We’ve Gone an Extra Thousand Miles

Dear Extra Thousand Miles,

My heart goes out to you and your husband for the years that you have been taking responsibility for your son's family.  It's evident that your daughter-in-law's laziness will continue as long as the family continues to take up the slack by doing things that are her responsibility.  You and your husband are of the age when your children should be taking care of you, not the other way around (Matthew 15:1-9; 2 Corinthians 12:14).  Furthermore, parents are not responsible for taking care of their adult children (Mark 10:6-8).  Your son and his wife are a separate family unit.  They are the ones who are responsible for taking care of their home and their children—not you.  You may think that you are helping them, but you are actually hurting them.  You should immediately stop doing their housework.  This means NO washing their dishes, mopping their floors, doing their laundry, taking out their trash, etc.  When you stop "helping," your son and his wife will have to work out their household duties together, as they should have been doing for themselves from the beginning.

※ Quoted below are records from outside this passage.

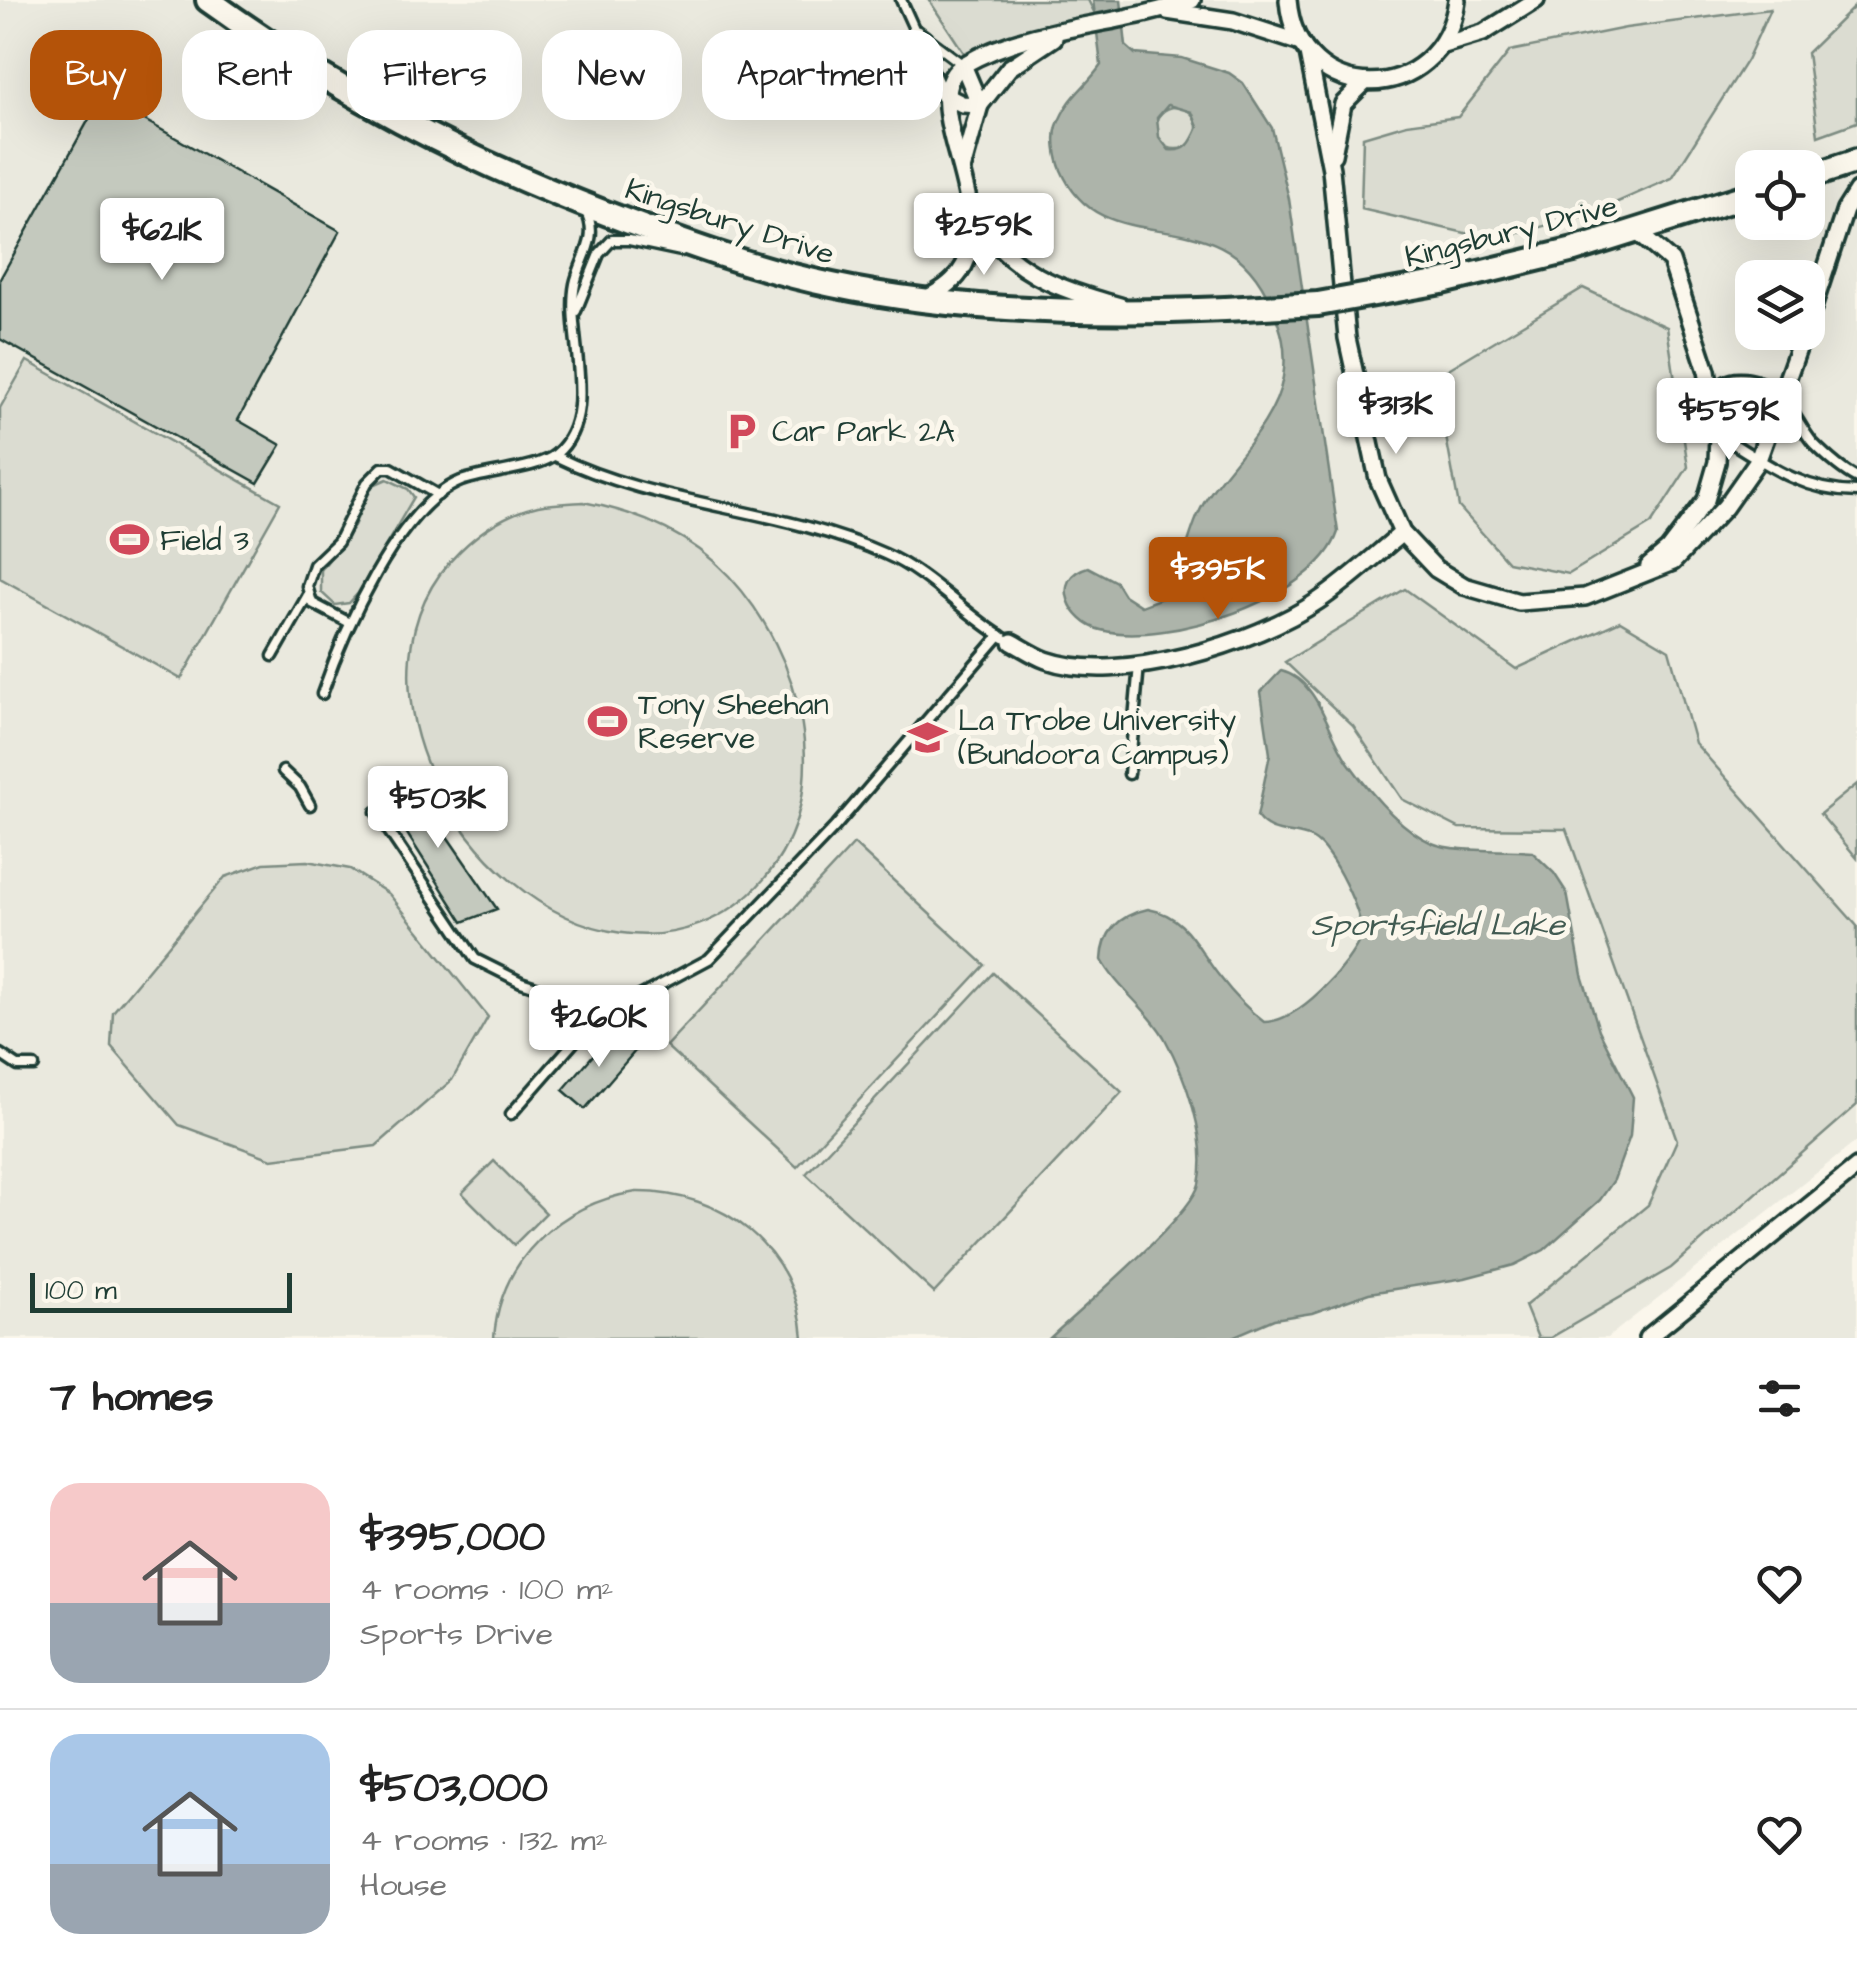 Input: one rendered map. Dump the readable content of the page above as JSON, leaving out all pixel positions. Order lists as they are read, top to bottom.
{
  "streets": {
    "main road": ["Kingsbury Drive"]
  },
  "water": ["Sportsfield Lake"],
  "places": {
    "parking": ["Car Park 2A"],
    "sports": ["Field 3", "Tony Sheehan Reserve"],
    "school or university": ["La Trobe University (Bundoora Campus)"]
  },
  "scale_bar": "100 m",
  "page": {
    "chip": [
      "Buy",
      "Rent",
      "Filters",
      "New",
      "Apartment"
    ],
    "price": [
      "$259K",
      "$621K",
      "$313K",
      "$559K",
      "$395K",
      "$503K",
      "$260K"
    ],
    "scale": "100 m",
    "heading": "7 homes",
    "list": [
      {
        "name": "$395,000",
        "note": "4 rooms · 100 m² · Sports Drive"
      },
      {
        "name": "$503,000",
        "note": "4 rooms · 132 m² · House"
      }
    ]
  }
}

Occasional babysitting is okay.  It's called visiting with your grandchildren.  However, it is not your responsibility to take care of your grandchildren.  Parents are responsible for taking care of their own minor children.  As you pointed out, generations of parents have been taking care of their children, no matter how many children they have.  If you want to have the grandchildren in your home or babysit when their parents have appointments, then fine.  However, you have the right to set limits on how often or how long their visits are.  Don't be afraid to say no.  Furthermore, it’s their responsibility to bring the children to you and pick them up after their visit.  As you pointed out, they really have no reasonable excuse for not bringing your grandson to you.  After all, when your son is at work your daughter-in-law is alone with the children and she finds a way to manage it.

Your daughter-in-law (and possibly your son, too) will vehemently fight against any changes that you make and will likely say some very hurtful things to you and about you.  Stay strong and don't back down.  If you give in and resume doing things for them, your daughter-in-law will have won and she will never change her behavior.